Ist die grüne Politik der vergangenen Jahre für den Aufstieg der AfD mitverantwortlich?

Die Frage muss sich jede einzelne demokratische Partei stellen. Ich glaube, dass die allzu öffentlich ausgetragenen Konflikte der Ampel-Koalition ihren Teil dazu beigetragen haben, dass sich Menschen abgewendet haben; und wir sind Teil der Koalition. Wir sollten künftig vielleicht weniger über die AfD reden, stattdessen unsere eigene Politik besser erklären.

In der Gunst der Wähler sinkt Ihre Partei massiv, das Ergebnis für die Grünen bei der Europawahl war niederschmetternd. Bei den Landtagswahlen in Ostdeutschland im Herbst droht laut Umfragen ein ähnlicher Absturz. Verlangen die Grünen mit ihren langfristigen Visionen den Menschen zu viel ab?

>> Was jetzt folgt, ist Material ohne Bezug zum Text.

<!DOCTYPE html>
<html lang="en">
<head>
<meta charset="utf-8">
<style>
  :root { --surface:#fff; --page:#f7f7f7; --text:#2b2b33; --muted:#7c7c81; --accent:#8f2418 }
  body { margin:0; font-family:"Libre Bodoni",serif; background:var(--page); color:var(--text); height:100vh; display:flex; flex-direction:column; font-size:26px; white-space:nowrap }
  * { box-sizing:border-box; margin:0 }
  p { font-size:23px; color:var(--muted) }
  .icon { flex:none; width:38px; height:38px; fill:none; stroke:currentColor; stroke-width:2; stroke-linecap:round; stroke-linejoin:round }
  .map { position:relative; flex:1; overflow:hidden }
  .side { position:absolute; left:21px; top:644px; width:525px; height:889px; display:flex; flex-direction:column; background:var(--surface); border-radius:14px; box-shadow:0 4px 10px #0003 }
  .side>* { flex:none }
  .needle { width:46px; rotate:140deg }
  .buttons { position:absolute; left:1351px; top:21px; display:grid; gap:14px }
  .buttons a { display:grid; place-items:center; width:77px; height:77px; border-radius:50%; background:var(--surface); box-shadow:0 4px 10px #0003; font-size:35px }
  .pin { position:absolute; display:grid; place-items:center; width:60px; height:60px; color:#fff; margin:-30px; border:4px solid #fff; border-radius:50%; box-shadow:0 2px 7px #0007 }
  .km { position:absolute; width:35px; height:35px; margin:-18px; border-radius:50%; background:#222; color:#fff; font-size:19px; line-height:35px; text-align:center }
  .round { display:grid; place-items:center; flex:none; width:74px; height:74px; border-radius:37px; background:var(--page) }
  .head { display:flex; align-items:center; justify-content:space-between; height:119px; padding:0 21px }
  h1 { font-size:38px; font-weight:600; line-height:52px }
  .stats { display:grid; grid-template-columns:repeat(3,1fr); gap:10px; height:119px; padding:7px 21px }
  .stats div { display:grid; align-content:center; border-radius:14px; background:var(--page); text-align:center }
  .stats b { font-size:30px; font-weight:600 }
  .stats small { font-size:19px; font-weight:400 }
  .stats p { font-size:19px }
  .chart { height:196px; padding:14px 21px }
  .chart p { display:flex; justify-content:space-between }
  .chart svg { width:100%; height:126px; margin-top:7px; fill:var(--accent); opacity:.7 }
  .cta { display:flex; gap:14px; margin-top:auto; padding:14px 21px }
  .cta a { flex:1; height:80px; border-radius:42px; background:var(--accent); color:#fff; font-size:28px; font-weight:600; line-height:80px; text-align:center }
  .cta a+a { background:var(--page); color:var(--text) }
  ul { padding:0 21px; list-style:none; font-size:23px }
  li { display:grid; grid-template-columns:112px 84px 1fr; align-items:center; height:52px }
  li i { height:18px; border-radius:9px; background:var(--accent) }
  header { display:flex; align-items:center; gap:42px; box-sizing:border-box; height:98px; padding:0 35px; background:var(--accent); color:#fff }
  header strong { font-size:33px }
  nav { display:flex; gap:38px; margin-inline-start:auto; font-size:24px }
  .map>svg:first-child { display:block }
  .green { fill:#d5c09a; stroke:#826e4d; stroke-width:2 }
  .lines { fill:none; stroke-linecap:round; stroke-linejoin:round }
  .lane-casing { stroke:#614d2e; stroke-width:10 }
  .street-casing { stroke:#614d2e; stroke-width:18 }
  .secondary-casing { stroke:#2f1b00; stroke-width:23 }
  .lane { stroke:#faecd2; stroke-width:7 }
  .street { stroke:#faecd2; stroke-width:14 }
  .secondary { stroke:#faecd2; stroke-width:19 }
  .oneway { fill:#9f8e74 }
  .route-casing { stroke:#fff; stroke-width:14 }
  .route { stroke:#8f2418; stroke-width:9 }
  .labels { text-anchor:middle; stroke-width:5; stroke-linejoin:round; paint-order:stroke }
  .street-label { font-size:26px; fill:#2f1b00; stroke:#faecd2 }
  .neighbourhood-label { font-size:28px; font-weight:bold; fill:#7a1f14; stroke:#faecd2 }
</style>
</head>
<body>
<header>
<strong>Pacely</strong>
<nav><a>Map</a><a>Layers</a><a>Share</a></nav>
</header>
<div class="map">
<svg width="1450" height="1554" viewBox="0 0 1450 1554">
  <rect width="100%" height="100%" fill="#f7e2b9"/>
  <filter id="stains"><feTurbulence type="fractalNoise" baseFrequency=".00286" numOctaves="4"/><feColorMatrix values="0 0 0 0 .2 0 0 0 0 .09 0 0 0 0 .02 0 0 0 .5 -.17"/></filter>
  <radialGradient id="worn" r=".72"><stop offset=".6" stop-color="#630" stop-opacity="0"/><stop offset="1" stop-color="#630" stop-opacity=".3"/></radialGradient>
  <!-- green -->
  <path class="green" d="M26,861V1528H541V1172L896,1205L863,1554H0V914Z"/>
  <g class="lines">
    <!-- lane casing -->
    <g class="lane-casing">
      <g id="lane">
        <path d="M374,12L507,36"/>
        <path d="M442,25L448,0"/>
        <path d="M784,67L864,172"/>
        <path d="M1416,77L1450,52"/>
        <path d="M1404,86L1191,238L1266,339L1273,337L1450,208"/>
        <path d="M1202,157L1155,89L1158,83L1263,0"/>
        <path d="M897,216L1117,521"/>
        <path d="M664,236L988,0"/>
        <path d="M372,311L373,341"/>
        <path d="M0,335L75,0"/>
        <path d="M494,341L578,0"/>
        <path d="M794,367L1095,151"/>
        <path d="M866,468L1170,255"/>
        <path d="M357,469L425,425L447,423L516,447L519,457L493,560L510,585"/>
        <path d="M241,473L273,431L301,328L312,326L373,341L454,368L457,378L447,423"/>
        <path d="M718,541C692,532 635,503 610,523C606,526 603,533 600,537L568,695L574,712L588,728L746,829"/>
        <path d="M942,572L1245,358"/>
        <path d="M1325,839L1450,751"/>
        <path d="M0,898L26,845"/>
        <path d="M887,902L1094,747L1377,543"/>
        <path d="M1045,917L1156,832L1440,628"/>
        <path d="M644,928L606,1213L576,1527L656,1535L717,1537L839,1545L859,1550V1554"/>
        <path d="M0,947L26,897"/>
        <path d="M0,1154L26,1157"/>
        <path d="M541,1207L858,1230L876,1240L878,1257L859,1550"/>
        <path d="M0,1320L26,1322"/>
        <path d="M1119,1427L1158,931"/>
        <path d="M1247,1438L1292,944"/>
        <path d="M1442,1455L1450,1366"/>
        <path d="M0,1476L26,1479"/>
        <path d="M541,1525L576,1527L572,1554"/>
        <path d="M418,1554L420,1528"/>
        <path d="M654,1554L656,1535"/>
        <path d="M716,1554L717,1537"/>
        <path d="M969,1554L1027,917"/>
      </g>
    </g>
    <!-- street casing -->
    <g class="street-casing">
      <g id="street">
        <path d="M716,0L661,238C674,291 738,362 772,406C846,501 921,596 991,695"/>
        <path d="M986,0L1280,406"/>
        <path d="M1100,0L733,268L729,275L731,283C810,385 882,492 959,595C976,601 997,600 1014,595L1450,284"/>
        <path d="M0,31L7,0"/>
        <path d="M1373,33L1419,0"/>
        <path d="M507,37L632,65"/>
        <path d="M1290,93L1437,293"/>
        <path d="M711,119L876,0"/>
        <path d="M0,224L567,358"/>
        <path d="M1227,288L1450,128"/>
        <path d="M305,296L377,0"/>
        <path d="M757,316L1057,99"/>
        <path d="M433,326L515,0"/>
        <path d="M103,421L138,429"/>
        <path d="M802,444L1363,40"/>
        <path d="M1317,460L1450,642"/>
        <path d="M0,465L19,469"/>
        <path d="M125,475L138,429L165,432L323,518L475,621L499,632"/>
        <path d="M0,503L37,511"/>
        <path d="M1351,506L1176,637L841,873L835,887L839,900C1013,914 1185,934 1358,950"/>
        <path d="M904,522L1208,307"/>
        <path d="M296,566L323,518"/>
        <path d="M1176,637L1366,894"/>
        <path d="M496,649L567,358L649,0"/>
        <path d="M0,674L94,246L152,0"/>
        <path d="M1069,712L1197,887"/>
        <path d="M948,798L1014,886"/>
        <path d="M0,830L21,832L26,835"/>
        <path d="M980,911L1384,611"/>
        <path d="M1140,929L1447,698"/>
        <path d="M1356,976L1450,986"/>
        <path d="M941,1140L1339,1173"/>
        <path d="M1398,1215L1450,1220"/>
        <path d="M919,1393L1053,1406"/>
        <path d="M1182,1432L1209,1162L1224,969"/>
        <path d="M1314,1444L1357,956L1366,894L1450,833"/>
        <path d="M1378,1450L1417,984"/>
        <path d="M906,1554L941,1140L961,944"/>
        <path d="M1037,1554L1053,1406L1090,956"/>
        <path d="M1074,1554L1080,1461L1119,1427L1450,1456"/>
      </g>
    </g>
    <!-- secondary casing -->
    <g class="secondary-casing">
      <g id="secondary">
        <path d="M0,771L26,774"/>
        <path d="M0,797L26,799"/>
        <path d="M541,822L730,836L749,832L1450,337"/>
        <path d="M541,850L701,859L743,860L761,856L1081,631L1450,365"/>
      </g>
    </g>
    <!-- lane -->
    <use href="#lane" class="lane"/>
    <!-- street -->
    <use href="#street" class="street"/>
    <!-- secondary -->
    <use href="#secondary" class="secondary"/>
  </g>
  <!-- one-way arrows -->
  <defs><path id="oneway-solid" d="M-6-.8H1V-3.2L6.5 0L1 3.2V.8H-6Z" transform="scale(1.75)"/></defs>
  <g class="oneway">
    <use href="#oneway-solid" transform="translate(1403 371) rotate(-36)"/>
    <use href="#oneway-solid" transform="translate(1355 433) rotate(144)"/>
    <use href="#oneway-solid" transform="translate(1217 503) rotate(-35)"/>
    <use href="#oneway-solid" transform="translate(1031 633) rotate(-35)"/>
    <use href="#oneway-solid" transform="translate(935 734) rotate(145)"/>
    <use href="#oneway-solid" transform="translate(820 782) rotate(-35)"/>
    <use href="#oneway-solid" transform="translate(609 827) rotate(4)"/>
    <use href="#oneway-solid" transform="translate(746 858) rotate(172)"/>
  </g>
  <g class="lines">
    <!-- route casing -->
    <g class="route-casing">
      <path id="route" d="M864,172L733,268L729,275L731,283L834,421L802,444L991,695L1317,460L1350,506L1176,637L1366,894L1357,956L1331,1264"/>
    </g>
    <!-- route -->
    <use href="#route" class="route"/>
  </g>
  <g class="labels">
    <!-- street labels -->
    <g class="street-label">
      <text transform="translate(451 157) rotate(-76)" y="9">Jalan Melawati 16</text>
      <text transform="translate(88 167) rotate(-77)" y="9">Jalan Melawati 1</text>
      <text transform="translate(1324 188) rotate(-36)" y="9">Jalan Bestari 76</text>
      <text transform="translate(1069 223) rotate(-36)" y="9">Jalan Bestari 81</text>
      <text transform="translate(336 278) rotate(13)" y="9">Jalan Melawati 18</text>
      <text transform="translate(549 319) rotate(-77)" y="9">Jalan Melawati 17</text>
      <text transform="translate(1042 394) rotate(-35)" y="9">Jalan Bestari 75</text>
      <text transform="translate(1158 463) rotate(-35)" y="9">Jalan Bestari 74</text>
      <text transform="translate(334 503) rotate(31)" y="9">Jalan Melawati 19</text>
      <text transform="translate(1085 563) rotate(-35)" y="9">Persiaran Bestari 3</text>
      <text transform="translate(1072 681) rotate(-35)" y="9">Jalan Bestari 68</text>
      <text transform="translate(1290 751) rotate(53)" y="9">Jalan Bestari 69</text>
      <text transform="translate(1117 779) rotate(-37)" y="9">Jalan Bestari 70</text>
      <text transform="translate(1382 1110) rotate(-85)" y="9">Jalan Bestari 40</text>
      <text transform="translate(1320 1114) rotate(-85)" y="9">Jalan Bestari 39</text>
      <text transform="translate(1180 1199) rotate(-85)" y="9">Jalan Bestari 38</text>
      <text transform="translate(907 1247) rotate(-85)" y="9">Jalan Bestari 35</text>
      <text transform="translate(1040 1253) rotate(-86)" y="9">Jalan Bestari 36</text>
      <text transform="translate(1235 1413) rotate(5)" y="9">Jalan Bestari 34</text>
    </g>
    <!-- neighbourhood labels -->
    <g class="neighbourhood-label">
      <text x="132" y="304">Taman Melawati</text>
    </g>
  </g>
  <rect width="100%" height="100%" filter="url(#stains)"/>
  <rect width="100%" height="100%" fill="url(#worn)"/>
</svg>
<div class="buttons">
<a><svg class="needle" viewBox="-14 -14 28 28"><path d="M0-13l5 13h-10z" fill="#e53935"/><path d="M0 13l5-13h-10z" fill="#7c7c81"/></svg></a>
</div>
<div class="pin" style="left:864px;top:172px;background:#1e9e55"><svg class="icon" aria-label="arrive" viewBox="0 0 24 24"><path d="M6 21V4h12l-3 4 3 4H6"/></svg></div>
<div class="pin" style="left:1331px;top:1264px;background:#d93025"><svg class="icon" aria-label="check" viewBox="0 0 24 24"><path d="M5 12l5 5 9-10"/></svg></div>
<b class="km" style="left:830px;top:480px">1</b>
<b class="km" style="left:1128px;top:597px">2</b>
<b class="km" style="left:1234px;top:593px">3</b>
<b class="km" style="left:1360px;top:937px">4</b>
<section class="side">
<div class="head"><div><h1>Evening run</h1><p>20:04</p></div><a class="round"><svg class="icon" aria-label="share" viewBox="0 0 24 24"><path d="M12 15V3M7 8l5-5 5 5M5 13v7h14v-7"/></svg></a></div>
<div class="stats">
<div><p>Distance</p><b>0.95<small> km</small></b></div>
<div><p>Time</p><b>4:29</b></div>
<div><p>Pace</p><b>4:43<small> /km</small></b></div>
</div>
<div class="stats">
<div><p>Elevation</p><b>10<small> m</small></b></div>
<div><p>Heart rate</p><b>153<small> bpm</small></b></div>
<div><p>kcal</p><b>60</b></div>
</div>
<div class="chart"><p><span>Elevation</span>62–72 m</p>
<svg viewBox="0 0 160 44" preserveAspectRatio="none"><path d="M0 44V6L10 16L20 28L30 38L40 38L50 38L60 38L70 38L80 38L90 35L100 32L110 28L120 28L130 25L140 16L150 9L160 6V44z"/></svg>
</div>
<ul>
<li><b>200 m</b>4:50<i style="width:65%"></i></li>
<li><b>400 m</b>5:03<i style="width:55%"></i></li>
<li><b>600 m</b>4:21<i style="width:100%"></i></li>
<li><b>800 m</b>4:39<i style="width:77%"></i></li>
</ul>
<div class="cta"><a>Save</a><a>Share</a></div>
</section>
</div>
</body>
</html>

Ich kann nachvollziehen, dass Menschen sich angesichts der komplexen Herausforderungen nach einfachen Antworten sehnen. Nur führen die nirgendwo hin. Deshalb gehöre ich nicht zu denjenigen, die sagen, es könne alles so bleiben, wie es ist. Das wäre unverantwortlich. Aufgabe von Politik ist es, sich mit unangenehmen Botschaften auseinanderzusetzen und zu garantieren, dass alle den Wandel sicher und fair mitgehen können. Wenn man bei einer Wahl schlechter abgeschnitten hat als erhofft, muss man sich kritisch prüfen, woran es lag. Für mich bedeutet das, dass wir als Grüne dem Sicherheitsbedürfnis in diesen unsicheren Zeiten stärker nachkommen.